Over time this process could be further optimized with auto-verification logic based on defined rules that can feed into a review agent. In the end we’re looking to minimize human verification while providing accurate and trustworthy extraction results.
The accuracy automation curve
We measure our impact by pushing the accuracy automation curve. Imagine accuracy and automation as the X and Y axes on a graph. You want to be on the up and towards the right (higher accuracy and higher automation).

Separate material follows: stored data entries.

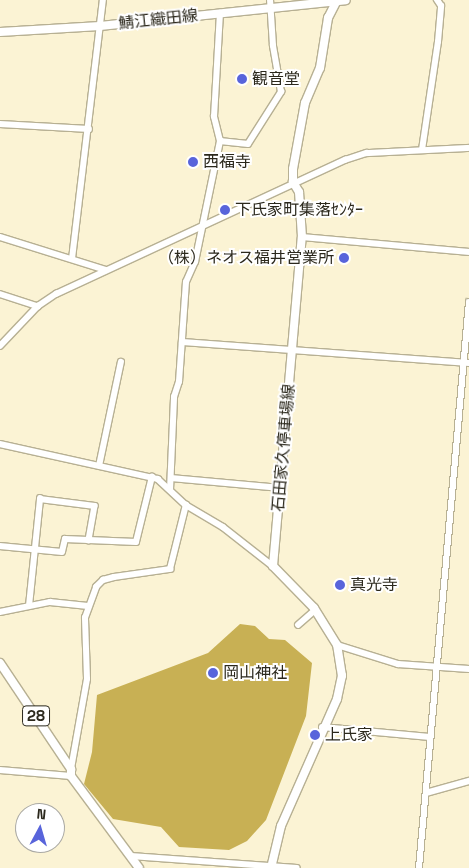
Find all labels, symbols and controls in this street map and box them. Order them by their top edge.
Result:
street label: 鯖江織田線 [117,6,199,34]
place label: 観音堂 [252,69,300,89]
marker: 観音堂 [236,73,248,85]
place label: 西福寺 [203,152,251,172]
marker: 西福寺 [187,156,199,168]
place label: 下氏家町集落ｾﾝﾀｰ [235,200,363,220]
marker: 下氏家町集落ｾﾝﾀｰ [219,204,231,216]
place label: （株）ネオス福井営業所 [158,248,334,268]
marker: （株）ネオス福井営業所 [338,252,350,264]
street label: 石田家久停車場線 [269,383,299,513]
place label: 真光寺 [350,575,398,595]
marker: 真光寺 [334,579,346,591]
place label: 岡山神社 [223,663,287,683]
marker: 岡山神社 [207,667,219,679]
road number: 28 [21,704,51,728]
place label: 上氏家 [325,725,373,745]
marker: 上氏家 [309,729,321,741]
north arrow [15,803,65,853]
text: N [36,805,47,824]

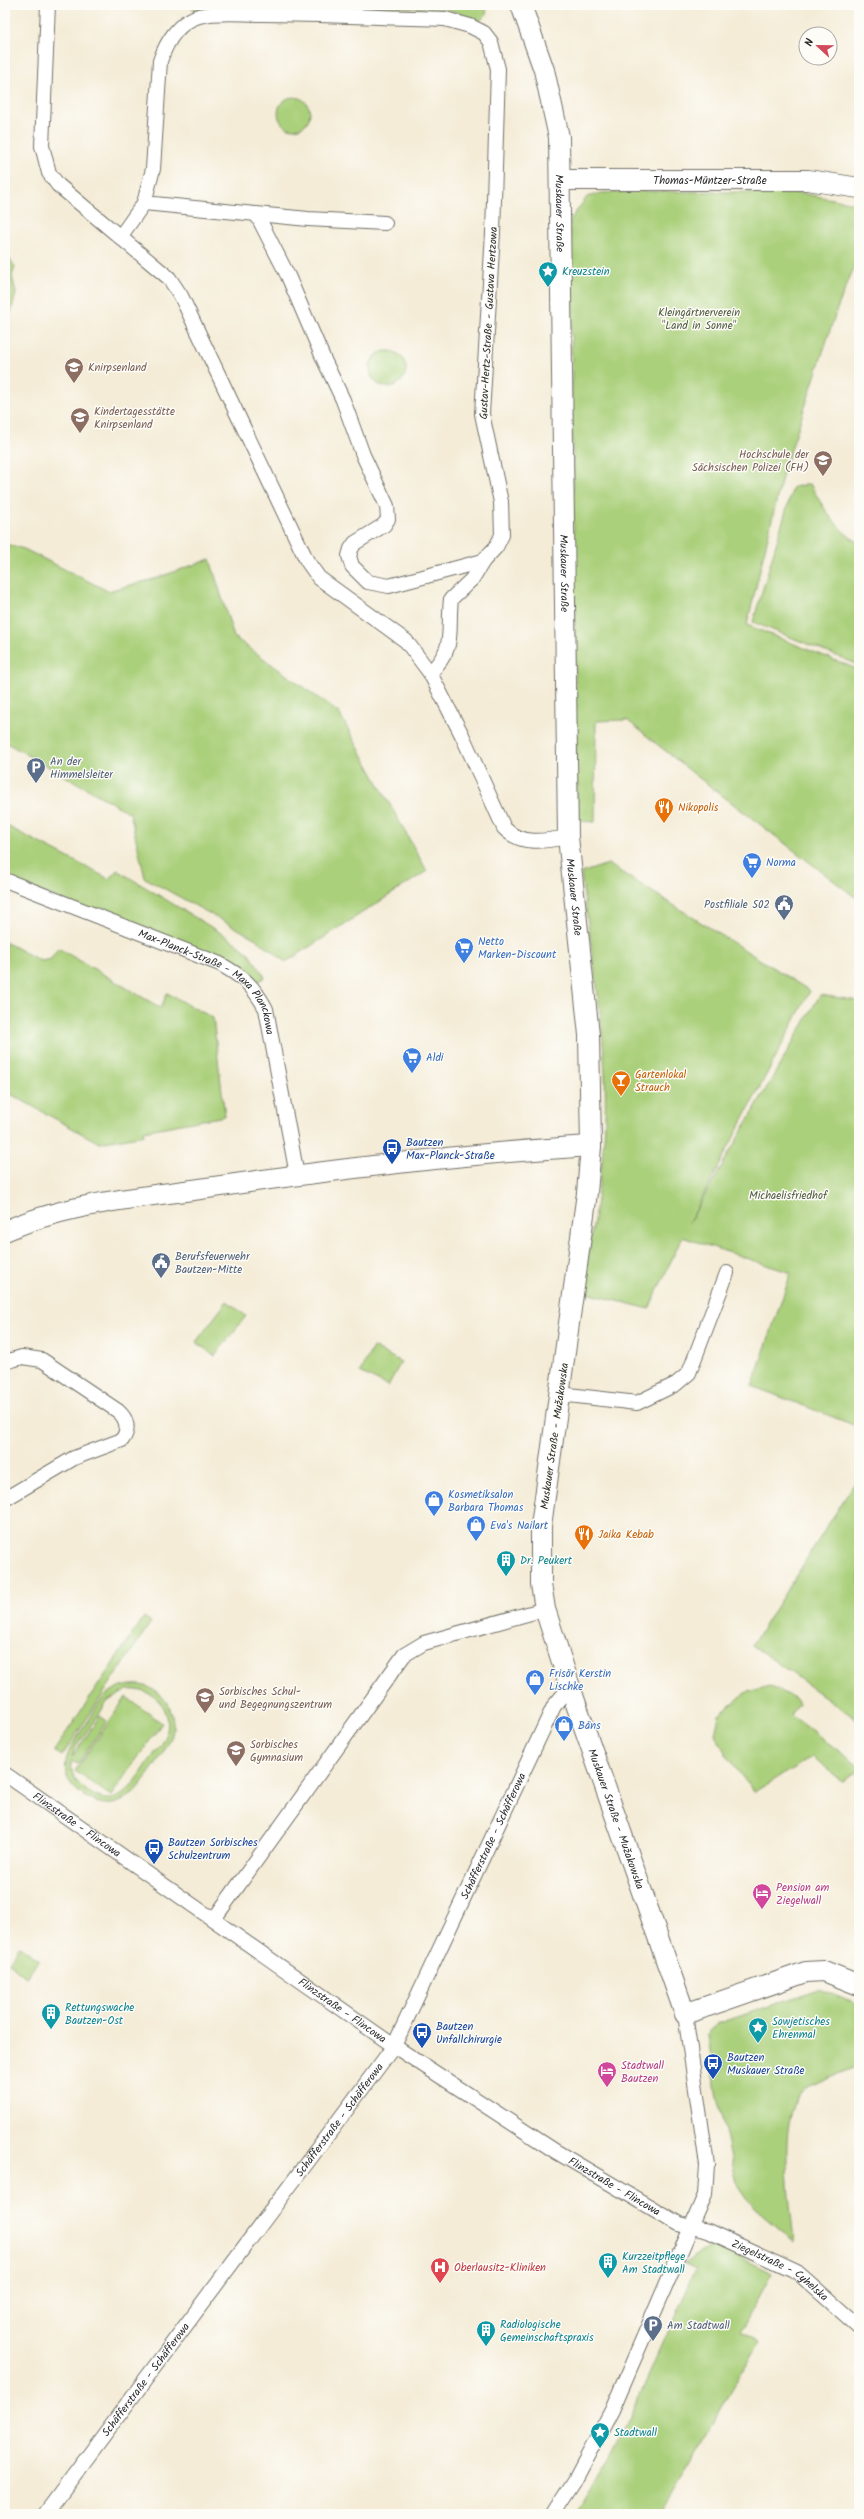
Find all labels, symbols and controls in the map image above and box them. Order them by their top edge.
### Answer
north arrow [798,26,838,66]
text: N [800,36,819,49]
street label: Thomas-Müntzer-Straße [653,172,767,190]
street label: Muskauer Straße [549,174,568,252]
street label: Gustav-Hertz-Straße - Gustava Hertzowa [475,226,503,420]
place icon: Kreuzstein [537,260,559,288]
place label: Kreuzstein [562,263,610,281]
park label: Kleingärtnerverein "Land in Sonne" [658,304,740,335]
school or university icon: Knirpsenland [63,356,85,384]
place label: Knirpsenland [88,359,147,377]
place label: Kindertagesstätte Knirpsenland [94,403,175,434]
school or university icon: Kindertagesstätte Knirpsenland [69,406,91,434]
place label: Hochschule der Sächsischen Polizei (FH) [692,446,810,477]
school or university icon: Hochschule der Sächsischen Polizei (FH) [812,449,834,477]
street label: Muskauer Straße [554,534,573,612]
place label: An der Himmelsleiter [50,753,114,784]
parking icon: An der Himmelsleiter [25,756,47,784]
restaurant icon: Nikopolis [653,796,675,824]
place label: Nikopolis [678,799,719,817]
supermarket icon: Norma [741,851,763,879]
place label: Norma [766,854,796,872]
street label: Muskauer Straße [560,858,586,937]
public building icon: Postfiliale 502 [773,893,795,921]
place label: Postfiliale 502 [704,896,770,914]
street label: Max-Planck-Straße - Maxa Planckowa [135,925,279,1036]
place label: Netto Marken-Discount [478,933,557,964]
supermarket icon: Netto Marken-Discount [453,936,475,964]
supermarket icon: Aldi [401,1046,423,1074]
place label: Aldi [426,1049,444,1067]
place label: Gartenlokal Strauch [635,1066,687,1097]
bar icon: Gartenlokal Strauch [610,1069,632,1097]
place label: Bautzen Max-Planck-Straße [406,1134,495,1165]
bus stop icon: Bautzen Max-Planck-Straße [381,1137,403,1165]
park label: Michaelisfriedhof [749,1187,829,1205]
place label: Berufsfeuerwehr Bautzen-Mitte [175,1248,251,1279]
public building icon: Berufsfeuerwehr Bautzen-Mitte [150,1251,172,1279]
street label: Muskauer Straße - Mužakowska [536,1362,574,1511]
place label: Kosmetiksalon Barbara Thomas [448,1486,524,1517]
shop icon: Kosmetiksalon Barbara Thomas [423,1489,445,1517]
shop icon: Eva's Nailart [465,1514,487,1542]
place label: Eva's Nailart [490,1517,549,1535]
restaurant icon: Jaika Kebab [573,1523,595,1551]
place label: Jaika Kebab [598,1526,654,1544]
building icon: Dr. Peukert [495,1549,517,1577]
place label: Dr. Peukert [520,1552,573,1570]
place label: Frisör Kerstin Lischke [549,1665,611,1696]
shop icon: Frisör Kerstin Lischke [524,1668,546,1696]
place label: Sorbisches Schul- und Begegnungszentrum [219,1683,332,1714]
school or university icon: Sorbisches Schul- und Begegnungszentrum [194,1686,216,1714]
shop icon: Bäns [553,1714,575,1742]
place label: Bäns [578,1717,601,1735]
place label: Sorbisches Gymnasium [250,1736,303,1767]
school or university icon: Sorbisches Gymnasium [225,1739,247,1767]
street label: Muskauer Straße - Mužakowska [582,1746,648,1892]
street label: Schäfferstraße - Schäfferowa [456,1770,531,1903]
street label: Flinzstraße - Flincowa [29,1788,124,1863]
place label: Bautzen Sorbisches Schulzentrum [168,1834,258,1865]
bus stop icon: Bautzen Sorbisches Schulzentrum [143,1837,165,1865]
place label: Pension am Ziegelwall [776,1879,830,1910]
hotel icon: Pension am Ziegelwall [751,1882,773,1910]
street label: Flinzstraße - Flincowa [294,1974,390,2048]
place label: Rettungswache Bautzen-Ost [65,1999,134,2030]
building icon: Rettungswache Bautzen-Ost [40,2002,62,2030]
place label: Sowjetisches Ehrenmal [772,2013,830,2044]
place icon: Sowjetisches Ehrenmal [747,2016,769,2044]
place label: Bautzen Unfallchirurgie [436,2018,502,2049]
bus stop icon: Bautzen Unfallchirurgie [411,2021,433,2049]
place label: Bautzen Muskauer Straße [727,2049,805,2080]
bus stop icon: Bautzen Muskauer Straße [702,2052,724,2080]
place label: Stadtwall Bautzen [621,2057,664,2088]
street label: Schäfferstraße - Schäfferowa [291,2059,388,2181]
hotel icon: Stadtwall Bautzen [596,2060,618,2088]
street label: Flinzstraße - Flincowa [565,2153,664,2221]
street label: Ziegelstraße - Cyhelska [728,2235,832,2306]
place label: Kurzzeitpflege Am Stadtwall [622,2248,685,2279]
building icon: Kurzzeitpflege Am Stadtwall [597,2251,619,2279]
hospital icon: Oberlausitz-Kliniken [429,2256,451,2284]
place label: Oberlausitz-Kliniken [454,2259,546,2277]
parking icon: Am Stadtwall [642,2314,664,2342]
place label: Radiologische Gemeinschaftspraxis [500,2316,594,2347]
place label: Am Stadtwall [667,2317,730,2335]
street label: Schäfferstraße - Schäfferowa [98,2319,195,2441]
building icon: Radiologische Gemeinschaftspraxis [475,2319,497,2347]
place icon: Stadtwall [589,2421,611,2449]
place label: Stadtwall [614,2424,657,2442]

We’re optimizing the agent to maximize the level of automation, which is defined by how many extraction results need to be verified for a given accuracy threshold. This gives our customers the controls to align the extraction process to their specific workflow needs. Using agentic data extraction steps with continual learning, we’re optimizing agents to minimize the number of required verification while maintaining desired accuracy.
Beyond extraction
The techniques we’ve just described for Box Extract apply broadly to agentic AI systems. Any AI system that needs reliable outputs can benefit from:
- Layered confidence architectures that contain probabilistic nature rather than fighting
- Living eval sets that improve through usage
- Automated optimization that refines performance without manual tuning
- Flexible thresholds that let users fine-tune their speed/accuracy trade-off
- Feedback loops that turn corrections into improvements
We’re still in the early days of this approach. As models improve and baseline accuracy increases, we see several evolution paths:
- Specialized ground truth networks: Industries sharing anonymized ground truth to improve extraction accuracy across similar document types
- Adaptive confidence models: Systems that learn which document characteristics correlate with extraction errors and adjust confidence accordingly
- Hierarchical validation: Using increasingly powerful models to validate outputs from faster, lighter models — creating efficiency without sacrificing accuracy
- Domain-specific optimization: Automatic prompt engineering that understands industry terminology, document structures, and extraction requirements
The future path of enterprise AI
The path to enterprise AI adoption isn’t through perfect models — it’s through well-orchestrated systems. In launching Box Extract, we’re not just releasing a product. We’re proposing a philosophy: that the power of enterprise AI lies in trust. Trust in AI comes from building systems that learn, remember, and reliably deliver the certainty that enterprises need.
That’s the future we’re building at Box, one extraction at a time.